Building a Tech Company from Agartala
Open the startup map of India. Bangalore. Gurgaon. Hyderabad. Pune.
Now keep going north-east until the map runs out of logos. That’s home. Agartala, Tripura. That’s where we build Yupcha.
People ask why. The honest answer: someone had to be first.
The problem nobody warns you about
When I posted our first hiring call, I expected silence.
I got 200 comments.
That’s the twist about building here. The demand for opportunity is enormous. What’s thin is experience — there’s no pool of seniors to poach, no ex-FAANG folks between jobs, no meetup where your next staff engineer is giving a talk. Hundreds of applicants. Very few who have shipped anything to production.
Most founders solve this by not being here. Remote team, Bangalore address, done.
We decided to solve it the hard way.
Attitude over CV
Early on I wrote a line in one of our job posts that became the whole philosophy:
It doesn’t matter what’s on your CV, rather what’s on your attitude.
We hired for curiosity and grit, then built the experience ourselves. Python, Go, C++, JavaScript, ML — role after role, batch after batch. Day shifts in office, evening shifts remote, hybrid for the roles that could handle it. Whatever structure made it possible for someone in Agartala to do serious engineering work, we tried it.
Some bets failed.

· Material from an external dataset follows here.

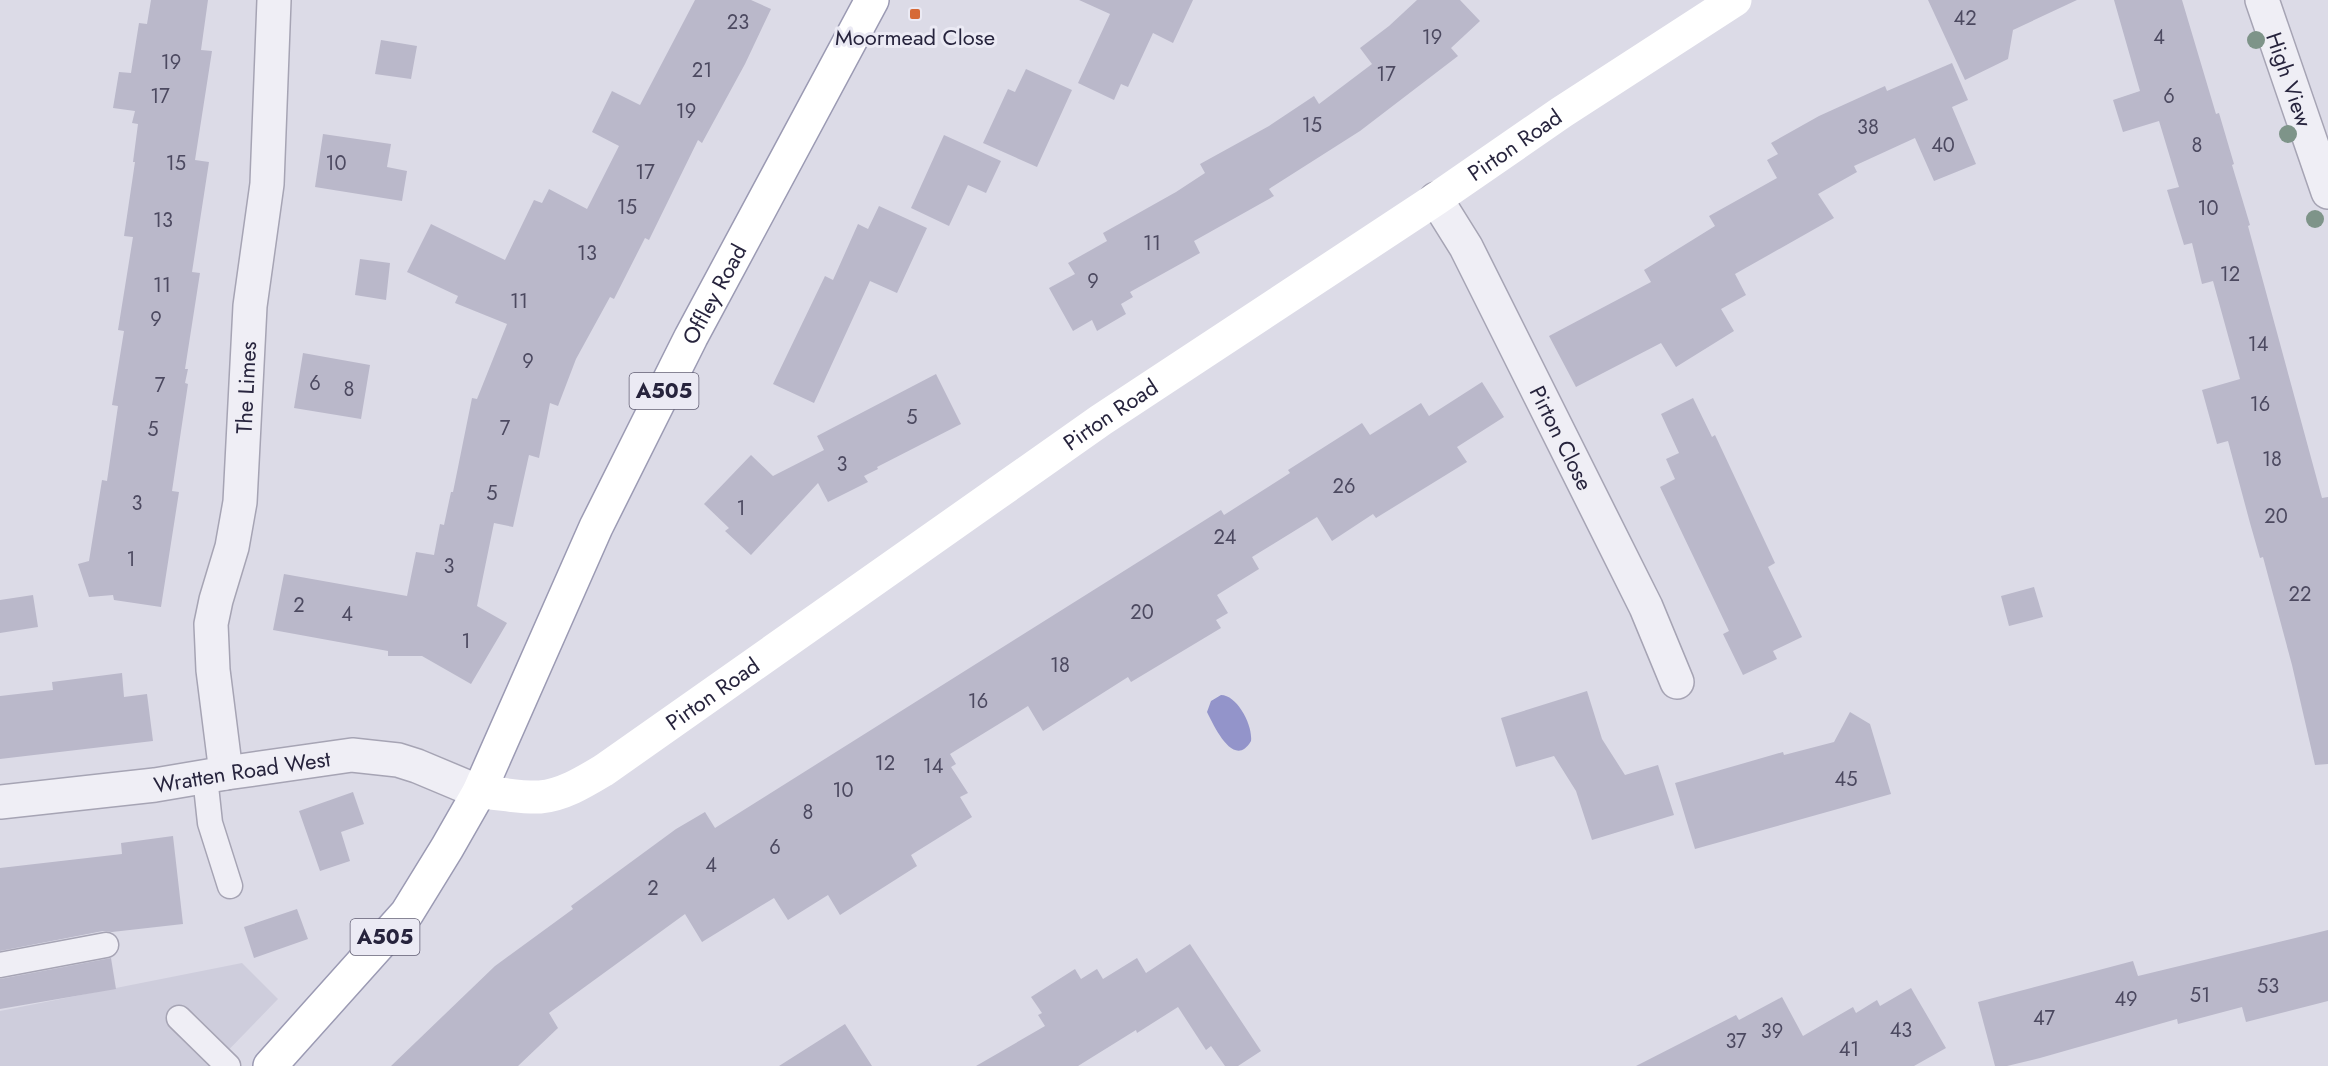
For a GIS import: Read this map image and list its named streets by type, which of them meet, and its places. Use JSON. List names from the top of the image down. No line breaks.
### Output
{"streets":{"main road":["Pirton Road","Offley Road","A505"],"street":["High View","The Limes","Pirton Close","Wratten Road West"]},"crossings":[["Pirton Road","Offley Road"],["Pirton Road","A505"],["Pirton Road","Pirton Close"],["Pirton Road","Wratten Road West"],["Offley Road","A505"],["Offley Road","Wratten Road West"],["The Limes","Wratten Road West"],["A505","Wratten Road West"]],"places":{"transit":["Moormead Close"]},"house_numbers":["42","23","19","4","19","21","17","17","6","19","15","38","40","8","15","10","17","15","10","13","11","13","12","9","11","11","9","14","9","6","7","8","16","5","7","5","18","3","26","5","3","1","20","24","1","3","22","2","20","4","1","18","16","12","14","45","10","8","6","4","2","53","51","49","47","43","39","37","41"]}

Plenty of people used us as a launchpad and left — that’s fine, that’s what launchpads are for. But some stayed, and the ones who stayed became the kind of engineers you cannot hire anywhere: people who’ve touched every layer of the stack because there was nobody else to hand it to.
The bootcamp with no syllabus
When you can’t hire experience, you grow it.
So we ran the Yupcha Bootcamp: three months, twelve seats, no traditional syllabus. Learning-by-building only. Real projects, just-in-time learning, personalized material as you go. Python and ML application design, backend and production design, data scraping, microservices, reactive frontends — whatever the project demanded, that’s what you learned that week.
The pitch was simple: learn directly from people shipping industry-level projects, then maybe get hired by them. Several did.
That post did 4,000+ impressions — more than any product launch we’ve done. Which tells you something: the appetite to build is here. It was always here. It just needed a door.
What it costs, what it buys
Building from Agartala costs repetition. Two years of hiring posts. Explaining to every candidate’s family what a SaaS company is. Being the only reference point for what a tech career looks like in the neighborhood.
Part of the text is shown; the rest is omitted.